8.It was obvious from the way that Matthew and Adam talked that they intended their shareholder financial contributions to CDL to be kept in CDL, and they both would need to agree jointly about any change to that. There was no discussion, that I am aware of, about either of them withdrawing money that they had advanced or otherwise (such as remuneration) from CDL in the short term. They both viewed CDL as being a self funding passive investment vehicle.

9.Adam has also suggested at paragraph 24 that he was forced out of CDL by Matthew, and that Matthew’s evidence about Adam’s recent personal issues is wrong, neither of these statements by Adam is correct.

[32]   The only evidence Adam has placed before the Court denying there was any shareholder’s agreement that funds could only be taken out equally or with the consent of all parties represented the statements in his affidavit to this effect. And on this, Adam expressed his motive and reason for the withdrawal at [31] of 12 July 2021 affidavit as:

…I felt that removing the $300,000 was the only way I could start the ball rolling in terms of breaking up CDL, so that my brother and I can move on with our professional lives.

He provided no supporting independent evidence from any third party to substantiate his position in any way.

[33]   Notwithstanding this, Mr Hughes for Adam endeavoured to argument too that the Court of Appeal decision in United Homes (1988) Ltd v Workman 4is on all fours with the present case and entirely assists Adam’s position here. I disagree. The decision in that case was quite different as I see it. The United Homes case was a statutory demand case and although it did involve a withdrawal of shareholders’ loans, there was no independent evidence provided of the loan arrangement such as the evidence before me of Mr O’Gara and Mr Thorn as to the particular arrangement.

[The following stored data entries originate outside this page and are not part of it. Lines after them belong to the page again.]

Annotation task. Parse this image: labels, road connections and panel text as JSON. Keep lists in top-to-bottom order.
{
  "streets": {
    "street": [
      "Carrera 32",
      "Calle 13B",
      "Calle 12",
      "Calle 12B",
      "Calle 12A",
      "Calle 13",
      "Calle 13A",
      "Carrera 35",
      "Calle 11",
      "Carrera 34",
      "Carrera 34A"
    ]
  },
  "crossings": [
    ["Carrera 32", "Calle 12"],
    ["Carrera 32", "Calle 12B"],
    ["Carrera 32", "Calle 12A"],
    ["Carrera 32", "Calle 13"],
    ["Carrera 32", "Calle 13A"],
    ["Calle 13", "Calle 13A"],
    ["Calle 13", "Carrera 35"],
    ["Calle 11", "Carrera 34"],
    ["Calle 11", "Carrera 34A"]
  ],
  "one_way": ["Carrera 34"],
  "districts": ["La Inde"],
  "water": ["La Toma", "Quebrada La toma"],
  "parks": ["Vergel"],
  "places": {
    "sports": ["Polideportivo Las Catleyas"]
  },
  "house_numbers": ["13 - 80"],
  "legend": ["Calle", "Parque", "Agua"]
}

[34]   Both Mr O’Gara and Mr Thorn, as independent witnesses here, provided what I see as clear evidence in support of CDL’s position on this aspect. That is clearly different to the situation which prevailed in the United Homes case and, in particular, limited of shareholders’ arrangements which was available in that case.

[35]   Resolving conflicts in evidence is always difficult at an early interlocutory stage of any proceedings but, in my view, there is sufficient evidence from CDL before me, including scarcely contradicted evidence from Mr O’Gara and Mr Thorn, to show a good arguable case for return of the $300,000 taken by Adam from the company. In my view, there was a fairly arguable basis consistent with commercial common sense to support an agreement between Matthew and Adam from the outset not to withdraw shareholders’ loan funds without the consent of the other.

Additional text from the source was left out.